It was January 2002 and Seagull Books was preparing to set up its stall at the Kolkata Book Fair. The 9/11 attacks had happened just months earlier and the smell of blood and terror was very much in the air. Seagull decided to use the straw and clay forms on which the idols of the gods take shape during Bengal’s puja season, arranging the mannequins in poses of captivity and subjugation. Later, these figures were wrapped in plastic and stored in the bookshop’s courtyard.
A month later, Gujarat 2002 happened, a brutal bloodletting that came closer home to this generation than anything they had seen before. Deeply shaken, Naveen Kishore, Seagull’s founder and a photographer in his own right, felt compelled to respond creatively, though perhaps mutely, even helplessly. The result was a series of surreal photographs that now, two decades later, are part of a show titled “In a Cannibal Time” in Kolkata, along with two other sets of Kishore’s photographs.
Imagine a scene of frenetic activity. Two men haphazardly strewing straw effigies across a dim room. A smoke machine. A spotlight. Black polythene sheets. A handheld analog camera. Scenes from holocaust films like Alain Resnais’ Night and Fog being projected on the images. And as this mise-en-scene forms and dissolves and reforms, the camera clicks away, making new images that take on a life of their own. The result is a stunning set of almost-accidental, almost-planned images that recreate eerie sites of carnage and death. They are far away from Gujarat, from Noakhali, from Nellie, from Delhi in 1984, and yet they are so close you can almost smell the flesh.

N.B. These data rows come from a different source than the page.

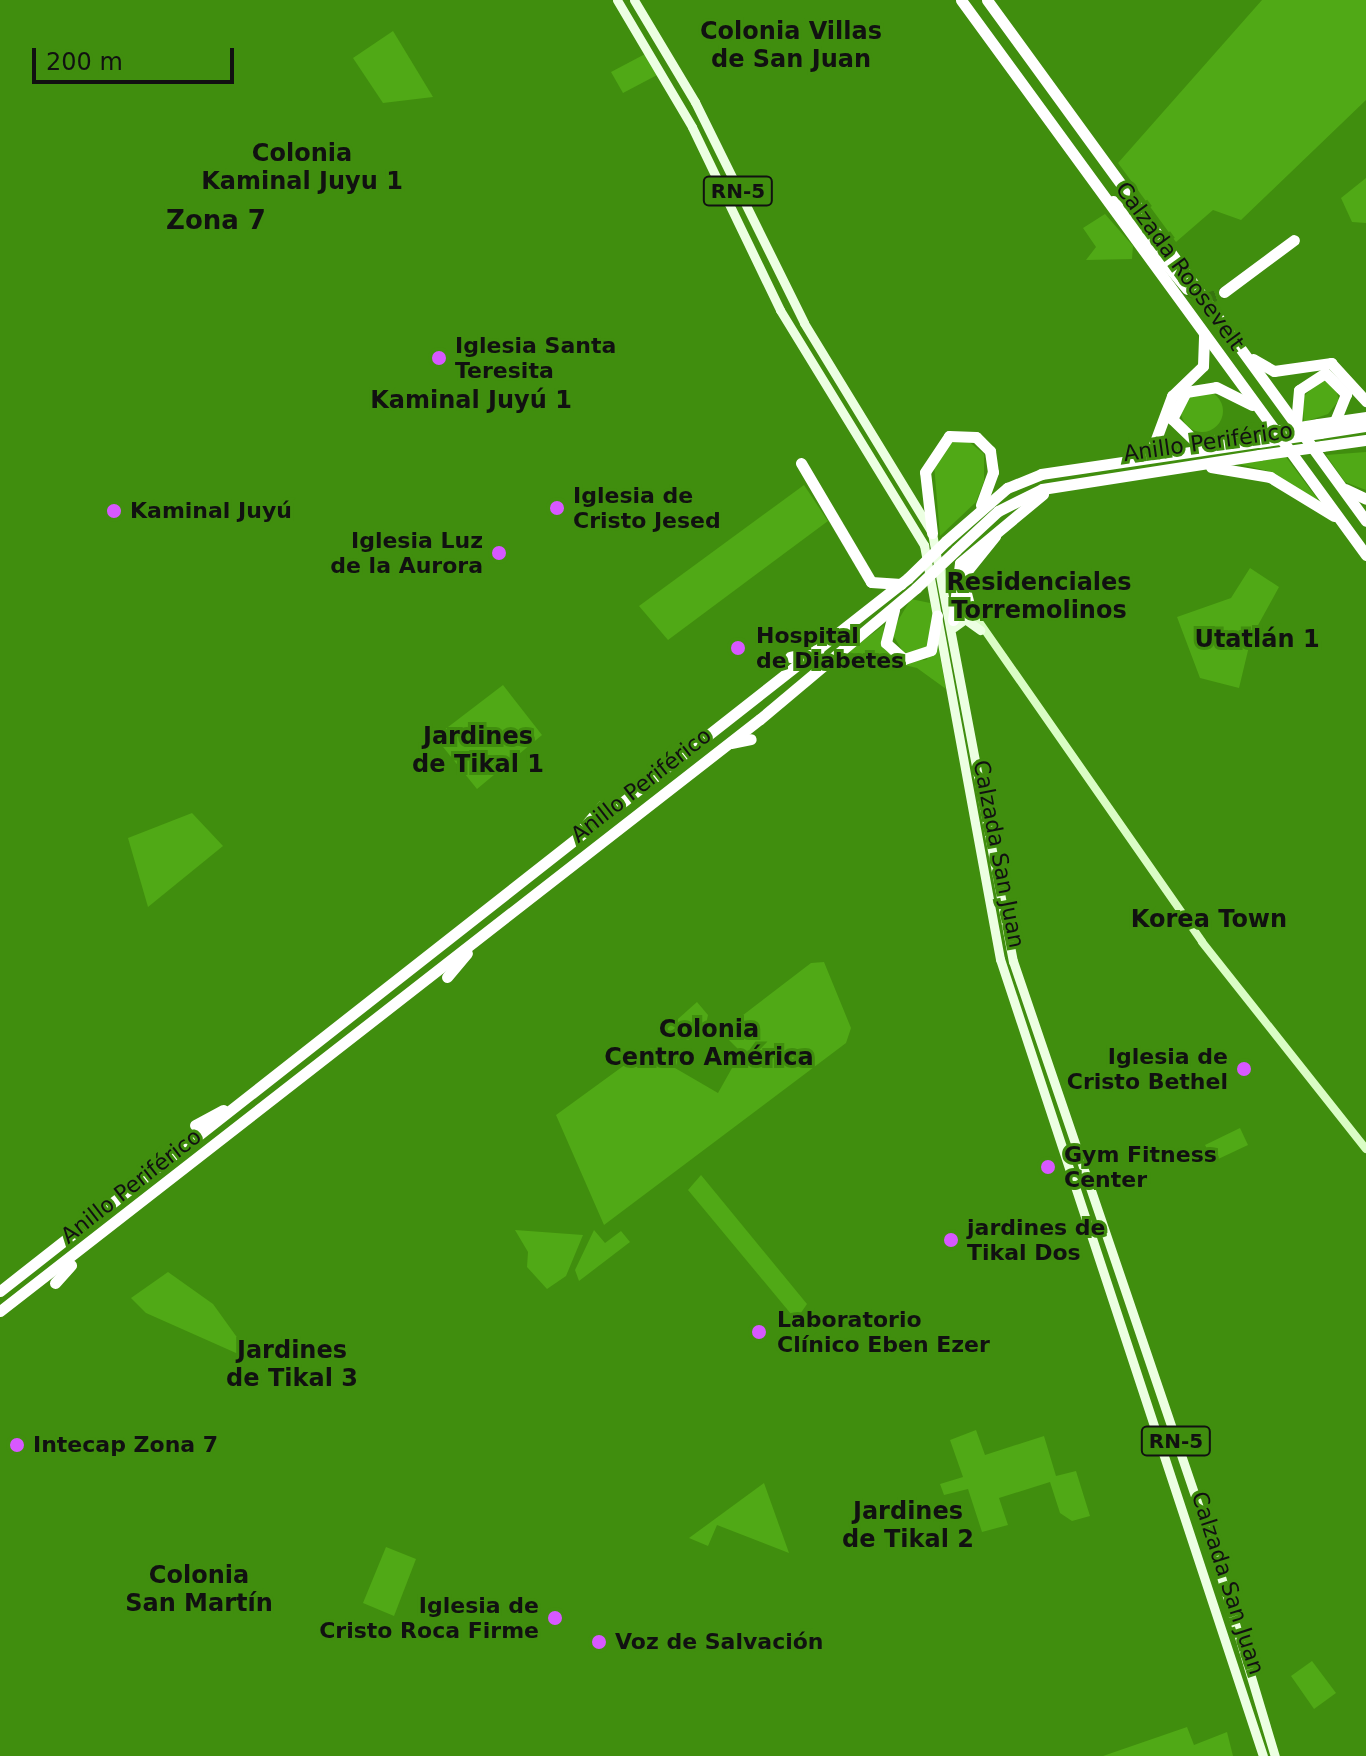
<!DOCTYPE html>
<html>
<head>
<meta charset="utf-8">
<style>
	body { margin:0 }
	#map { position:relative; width:1366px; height:1756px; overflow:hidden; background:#408e0e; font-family:"DejaVu Sans",sans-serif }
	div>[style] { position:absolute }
	.green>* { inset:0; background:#50a916 }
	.round { border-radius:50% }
	.highway-tunnel>* { height:11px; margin-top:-5.5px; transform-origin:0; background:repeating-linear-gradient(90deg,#37750f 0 11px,transparent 0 16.5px) }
	.secondary>* { height:8px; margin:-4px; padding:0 4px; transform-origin:4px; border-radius:4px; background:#dafdc5 }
	.primary>* { height:9px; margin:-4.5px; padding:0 4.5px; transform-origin:4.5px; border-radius:4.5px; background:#ecffe2 }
	.highway>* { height:11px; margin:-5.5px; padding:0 5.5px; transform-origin:5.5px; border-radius:5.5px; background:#fff }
	.highway-bridge>* { height:11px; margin:-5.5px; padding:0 5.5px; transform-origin:5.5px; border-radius:5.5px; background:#fff }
	.dots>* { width:22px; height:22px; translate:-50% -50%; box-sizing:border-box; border:4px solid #408e0e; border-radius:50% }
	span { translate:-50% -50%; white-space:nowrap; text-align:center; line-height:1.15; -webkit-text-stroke:6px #408e0e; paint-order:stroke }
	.shield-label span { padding:2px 6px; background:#408e0e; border:2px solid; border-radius:6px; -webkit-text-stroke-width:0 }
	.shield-label { font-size:20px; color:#111; font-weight:700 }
	.street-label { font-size:22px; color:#111 }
	.poi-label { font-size:22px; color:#111; font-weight:700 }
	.left { translate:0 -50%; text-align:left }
	.right { translate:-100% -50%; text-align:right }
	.neighbourhood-label { font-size:24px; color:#111; font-weight:700 }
	.quarter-label { font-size:26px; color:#111; font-weight:700 }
	.scale { position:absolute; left:32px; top:48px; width:202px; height:36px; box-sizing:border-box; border:4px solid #111; border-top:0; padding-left:10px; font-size:24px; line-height:28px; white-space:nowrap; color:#111; -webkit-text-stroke:6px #408e0e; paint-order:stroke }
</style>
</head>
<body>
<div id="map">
	<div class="green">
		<div style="clip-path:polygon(1262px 0,1366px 0,1366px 100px,1241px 220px,1213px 210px,1176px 242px,1118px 163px)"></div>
		<div style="clip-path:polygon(393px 31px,433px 97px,383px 103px,353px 58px)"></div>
		<div style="clip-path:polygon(647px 53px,659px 74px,623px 93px,611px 72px)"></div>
		<div style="clip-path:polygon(1366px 178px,1366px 223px,1352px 222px,1341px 198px)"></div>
		<div style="clip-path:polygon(1105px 214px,1133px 246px,1132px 259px,1086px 260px,1096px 247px,1083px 228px)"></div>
		<div style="clip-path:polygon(1322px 379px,1335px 386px,1339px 400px,1328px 414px,1304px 422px,1302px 398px)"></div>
		<div class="round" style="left:1181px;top:390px;width:42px;height:42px"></div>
		<div style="clip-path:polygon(968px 441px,984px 454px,984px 481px,976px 502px,940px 536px,934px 464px,952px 442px)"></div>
		<div style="clip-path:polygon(1366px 452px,1366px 490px,1345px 482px,1326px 455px)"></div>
		<div style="clip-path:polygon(1286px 457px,1319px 501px,1268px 471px,1239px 464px)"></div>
		<div style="clip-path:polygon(804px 485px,828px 521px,668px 640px,639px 606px)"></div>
		<div style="clip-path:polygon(1250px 568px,1279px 587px,1251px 638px,1239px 688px,1200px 678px,1177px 617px,1231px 598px)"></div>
		<div style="clip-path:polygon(911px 599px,930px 603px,933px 615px,927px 647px,905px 655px,891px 632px)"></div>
		<div style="clip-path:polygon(884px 625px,882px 645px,901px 661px,926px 660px,938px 646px,946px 689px,917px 668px,848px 652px)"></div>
		<div style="clip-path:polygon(503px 685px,542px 735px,477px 789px,435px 737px)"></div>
		<div style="clip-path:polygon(192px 813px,223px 846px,148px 907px,128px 838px)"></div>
		<div style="clip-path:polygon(824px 962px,851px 1028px,846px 1043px,604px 1225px,556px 1115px,648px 1048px,681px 1052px,675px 1068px,718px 1093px,741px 1052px,721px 1032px,811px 963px)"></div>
		<div style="clip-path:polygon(697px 1002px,708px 1015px,705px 1029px,688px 1040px,660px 1035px)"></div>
		<div style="clip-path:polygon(1240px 1128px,1248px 1145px,1214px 1161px,1205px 1145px)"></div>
		<div style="clip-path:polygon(701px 1175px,807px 1304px,796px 1320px,688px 1190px)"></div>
		<div style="clip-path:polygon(515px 1230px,583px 1235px,566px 1276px,547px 1289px,527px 1267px,528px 1252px)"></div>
		<div style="clip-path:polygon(594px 1230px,605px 1243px,621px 1231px,630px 1242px,579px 1281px,575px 1270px)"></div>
		<div style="clip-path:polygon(168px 1272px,213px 1304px,254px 1361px,146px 1313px,131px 1298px)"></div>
		<div style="clip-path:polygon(976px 1430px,985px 1455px,1044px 1436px,1056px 1476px,1076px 1471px,1090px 1516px,1072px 1521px,1060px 1513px,1050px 1482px,999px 1498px,1008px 1525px,982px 1532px,968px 1489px,944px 1495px,940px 1484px,963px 1477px,950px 1440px)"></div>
		<div style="clip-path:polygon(764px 1483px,789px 1553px,717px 1525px,708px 1546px,689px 1538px)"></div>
		<div style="clip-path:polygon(386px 1547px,416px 1559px,394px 1616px,363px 1603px)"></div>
		<div style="clip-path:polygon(1312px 1661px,1336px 1693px,1314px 1709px,1291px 1676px)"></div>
		<div style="clip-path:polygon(1187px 1727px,1194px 1745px,1227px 1732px,1233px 1756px,1103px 1756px)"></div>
	</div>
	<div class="highway-tunnel">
		<div style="left:1187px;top:289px;width:21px;rotate:29deg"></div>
		<div style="left:1205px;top:299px;width:20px;rotate:-20deg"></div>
	</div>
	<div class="secondary">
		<div style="left:944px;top:573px;width:23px;rotate:56deg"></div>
		<div style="left:968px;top:606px;width:409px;rotate:55.1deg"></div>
		<div style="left:1202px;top:942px;width:264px;rotate:51.6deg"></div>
	</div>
	<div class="primary">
		<div style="left:617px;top:0;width:147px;rotate:59.4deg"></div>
		<div style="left:692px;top:127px;width:203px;rotate:64.3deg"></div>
		<div style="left:780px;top:310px;width:276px;rotate:58.5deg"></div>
		<div style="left:924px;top:545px;width:421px;rotate:79.6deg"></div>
		<div style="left:1000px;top:959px;width:839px;rotate:71.74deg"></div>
		<div style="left:634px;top:0;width:119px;rotate:59.1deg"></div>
		<div style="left:695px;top:102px;width:246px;rotate:63.7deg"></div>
		<div style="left:804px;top:323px;width:246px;rotate:58.6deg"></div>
		<div style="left:932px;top:533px;width:436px;rotate:79.3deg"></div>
		<div style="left:1013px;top:961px;width:612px;rotate:71.21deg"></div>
		<div style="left:1210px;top:1540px;width:226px;rotate:73.3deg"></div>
		<div style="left:954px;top:627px;width:14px;rotate:-36deg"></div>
		<div style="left:965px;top:619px;width:19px;rotate:36deg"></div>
	</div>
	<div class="highway">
		<div style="left:961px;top:0;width:687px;rotate:53.88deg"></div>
		<div style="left:987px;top:0;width:644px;rotate:53.97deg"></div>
		<div style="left:1113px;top:201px;width:115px;rotate:49.9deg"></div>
		<div style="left:1224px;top:292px;width:87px;rotate:-36.6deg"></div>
		<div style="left:1253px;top:359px;width:24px;rotate:30deg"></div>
		<div style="left:1274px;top:371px;width:58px;rotate:-8deg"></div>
		<div style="left:1331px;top:363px;width:52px;rotate:47.4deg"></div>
		<div style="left:1296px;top:424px;width:34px;rotate:-85deg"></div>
		<div style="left:1299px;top:390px;width:31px;rotate:-33deg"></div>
		<div style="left:1325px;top:373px;width:30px;rotate:45deg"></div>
		<div style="left:1346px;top:394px;width:29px;rotate:112deg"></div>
		<div style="left:1318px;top:424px;width:49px;rotate:-8.3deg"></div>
		<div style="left:1320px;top:433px;width:47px;rotate:-8.7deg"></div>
		<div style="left:1200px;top:442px;width:57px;rotate:-8.1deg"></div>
		<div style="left:1197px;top:443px;width:35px;rotate:-136deg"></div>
		<div style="left:1172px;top:419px;width:30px;rotate:-63deg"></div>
		<div style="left:1186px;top:392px;width:30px;rotate:-9deg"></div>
		<div style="left:1216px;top:387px;width:40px;rotate:26.6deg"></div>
		<div style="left:1322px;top:446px;width:44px;rotate:-7.8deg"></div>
		<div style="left:1152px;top:450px;width:58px;rotate:-69.7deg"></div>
		<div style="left:1172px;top:396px;width:43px;rotate:-44.1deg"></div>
		<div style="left:1203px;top:366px;width:32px;rotate:-88deg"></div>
		<div style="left:801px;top:463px;width:138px;rotate:59.5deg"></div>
		<div style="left:871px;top:582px;width:30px;rotate:4deg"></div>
		<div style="left:1211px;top:467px;width:60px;rotate:9.6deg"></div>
		<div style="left:1270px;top:477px;width:75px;rotate:31.4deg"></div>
		<div style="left:1345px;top:489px;width:23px;rotate:25deg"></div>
		<div style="left:932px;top:533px;width:61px;rotate:-96.5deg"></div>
		<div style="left:925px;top:472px;width:43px;rotate:-56.3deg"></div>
		<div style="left:949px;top:436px;width:27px;rotate:2deg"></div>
		<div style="left:976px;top:437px;width:20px;rotate:45deg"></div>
		<div style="left:990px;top:451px;width:21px;rotate:82deg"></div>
		<div style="left:993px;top:472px;width:35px;rotate:110deg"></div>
		<div style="left:946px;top:541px;width:81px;rotate:-41deg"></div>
		<div style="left:1007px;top:488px;width:37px;rotate:-22deg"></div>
		<div style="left:1041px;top:474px;width:220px;rotate:-8.4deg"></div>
		<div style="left:956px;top:550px;width:57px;rotate:-42.9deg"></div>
		<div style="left:998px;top:511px;width:49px;rotate:-26.6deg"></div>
		<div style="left:1042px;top:489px;width:220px;rotate:-8.9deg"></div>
		<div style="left:970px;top:609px;width:33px;rotate:-104deg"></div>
		<div style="left:962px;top:577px;width:53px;rotate:-51.2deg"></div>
		<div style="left:894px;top:610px;width:34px;rotate:104deg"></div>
		<div style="left:886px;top:643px;width:24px;rotate:42deg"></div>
		<div style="left:904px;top:659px;width:28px;rotate:-18deg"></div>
		<div style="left:931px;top:650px;width:35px;rotate:-80deg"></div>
		<div style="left:953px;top:620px;width:57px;rotate:-83deg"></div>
		<div style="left:960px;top:563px;width:108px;rotate:-39.7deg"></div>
		<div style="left:790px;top:657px;width:29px;rotate:-12deg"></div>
		<div style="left:731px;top:743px;width:20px;rotate:-11deg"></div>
		<div style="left:579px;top:833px;width:35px;rotate:-50deg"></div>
		<div style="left:447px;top:977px;width:31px;rotate:-50deg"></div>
		<div style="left:195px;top:1125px;width:32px;rotate:-28deg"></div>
		<div style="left:55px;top:1283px;width:24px;rotate:-48deg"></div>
		<div style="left:0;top:1291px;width:1154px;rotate:-38.14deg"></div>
		<div style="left:0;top:1311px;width:963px;rotate:-37.92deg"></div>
		<div style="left:760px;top:719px;width:204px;rotate:-40deg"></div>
	</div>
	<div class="highway-bridge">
		<div style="left:1256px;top:434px;width:63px;rotate:-9.2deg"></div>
		<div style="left:1259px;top:442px;width:62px;rotate:-8.4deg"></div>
		<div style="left:1259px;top:455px;width:64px;rotate:-8.1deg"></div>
		<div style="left:908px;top:578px;width:53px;rotate:-44.2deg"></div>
		<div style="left:916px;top:588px;width:55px;rotate:-43.5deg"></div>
	</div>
	<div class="dots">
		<div style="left:439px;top:358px;background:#d758ff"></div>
		<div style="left:557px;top:508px;background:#d758ff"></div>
		<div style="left:114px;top:511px;background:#d758ff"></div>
		<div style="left:499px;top:553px;background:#d758ff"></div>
		<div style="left:738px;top:648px;background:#d758ff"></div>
		<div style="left:1244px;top:1069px;background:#d758ff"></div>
		<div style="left:1048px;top:1167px;background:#d758ff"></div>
		<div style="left:951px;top:1240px;background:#d758ff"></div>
		<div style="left:759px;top:1332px;background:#d758ff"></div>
		<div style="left:17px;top:1445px;background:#d758ff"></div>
		<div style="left:555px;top:1618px;background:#d758ff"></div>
		<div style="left:599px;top:1642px;background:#d758ff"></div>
	</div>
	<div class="shield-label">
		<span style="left:738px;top:191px">RN-5</span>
		<span style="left:1176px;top:1441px">RN-5</span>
	</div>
	<div class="street-label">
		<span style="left:1180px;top:266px;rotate:54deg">Calzada Roosevelt</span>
		<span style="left:1208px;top:442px;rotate:-8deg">Anillo Periférico</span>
		<span style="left:641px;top:785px;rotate:-38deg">Anillo Periférico</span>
		<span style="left:999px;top:854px;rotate:79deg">Calzada San Juan</span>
		<span style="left:131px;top:1186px;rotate:-38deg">Anillo Periférico</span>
		<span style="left:1228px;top:1583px;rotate:72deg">Calzada San Juan</span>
	</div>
	<div class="poi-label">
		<span class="left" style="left:455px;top:358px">Iglesia Santa<br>Teresita</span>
		<span class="left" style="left:573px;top:508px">Iglesia de<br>Cristo Jesed</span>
		<span class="left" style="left:130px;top:511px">Kaminal Juyú</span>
		<span class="right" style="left:483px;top:553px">Iglesia Luz<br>de la Aurora</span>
		<span class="left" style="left:756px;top:648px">Hospital<br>de Diabetes</span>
		<span class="right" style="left:1228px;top:1069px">Iglesia de<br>Cristo Bethel</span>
		<span class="left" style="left:1064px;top:1167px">Gym Fitness<br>Center</span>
		<span class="left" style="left:967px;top:1240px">jardines de<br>Tikal Dos</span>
		<span class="left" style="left:777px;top:1332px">Laboratorio<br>Clínico Eben Ezer</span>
		<span class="left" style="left:33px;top:1445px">Intecap Zona 7</span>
		<span class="right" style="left:539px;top:1618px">Iglesia de<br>Cristo Roca Firme</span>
		<span class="left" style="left:615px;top:1642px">Voz de Salvación</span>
	</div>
	<div class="neighbourhood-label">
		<span style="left:791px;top:46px">Colonia Villas<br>de San Juan</span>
		<span style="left:302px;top:168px">Colonia<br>Kaminal Juyu 1</span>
		<span style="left:471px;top:401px">Kaminal Juyú 1</span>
		<span style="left:1039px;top:597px">Residenciales<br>Torremolinos</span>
		<span style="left:1257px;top:640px">Utatlán 1</span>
		<span style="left:478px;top:751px">Jardines<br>de Tikal 1</span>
		<span style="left:1209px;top:920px">Korea Town</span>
		<span style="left:709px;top:1044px">Colonia<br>Centro América</span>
		<span style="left:292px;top:1365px">Jardines<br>de Tikal 3</span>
		<span style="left:908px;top:1526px">Jardines<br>de Tikal 2</span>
		<span style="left:199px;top:1590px">Colonia<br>San Martín</span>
	</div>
	<div class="quarter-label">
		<span style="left:216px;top:221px">Zona 7</span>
	</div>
	<div class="scale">200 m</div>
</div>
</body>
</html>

Could these figures, frozen in time, in terror, in rigor mortis, have seen a new life, become gods or dolls or puppets? Or were they forever doomed to be distorted, in agonised death? What is it about them that is so infinitely moving even though I know they are staged dummies?
I think of Chronicles of a Death Foretold, that reconstruction of another murder, that stepping back in time, that deceptively simple, deliberately slow decoding of lives and people, of loves and hates. That sense of walking into a site of slaughter in medias res too late to do anything but watch, record, write, photograph. In the Márquez book, the murder takes place in a deeply religious Christian town that upholds high morality and righteousness and yet the town, knowing fully the killing about to take place, falls strangely silent. Its citizens no longer recall their god’s sixth commandment. They participate, with volition.
For viewers of these photographs, a doubled sense of such complicity creeps in, first as silent onlookers of a massacre that took place unstopped on a land we all call home, and then as consumers of the images of horror that emerged from there. And one begins to see the photographer’s need to reconstruct, to retell, to understand, and possibly to avert that which should not have happened. In Kishore’s words, the photographs came from “my urge to create through images and text some kind of a ‘response’ to what happened. Not to find answers. But to help me deal with this moment of personal and national shame.”
InA Cannibal Time: Naveen Kishore. April 28-June 25, 2023. Emami Art, Kolkata Centre for Creativity.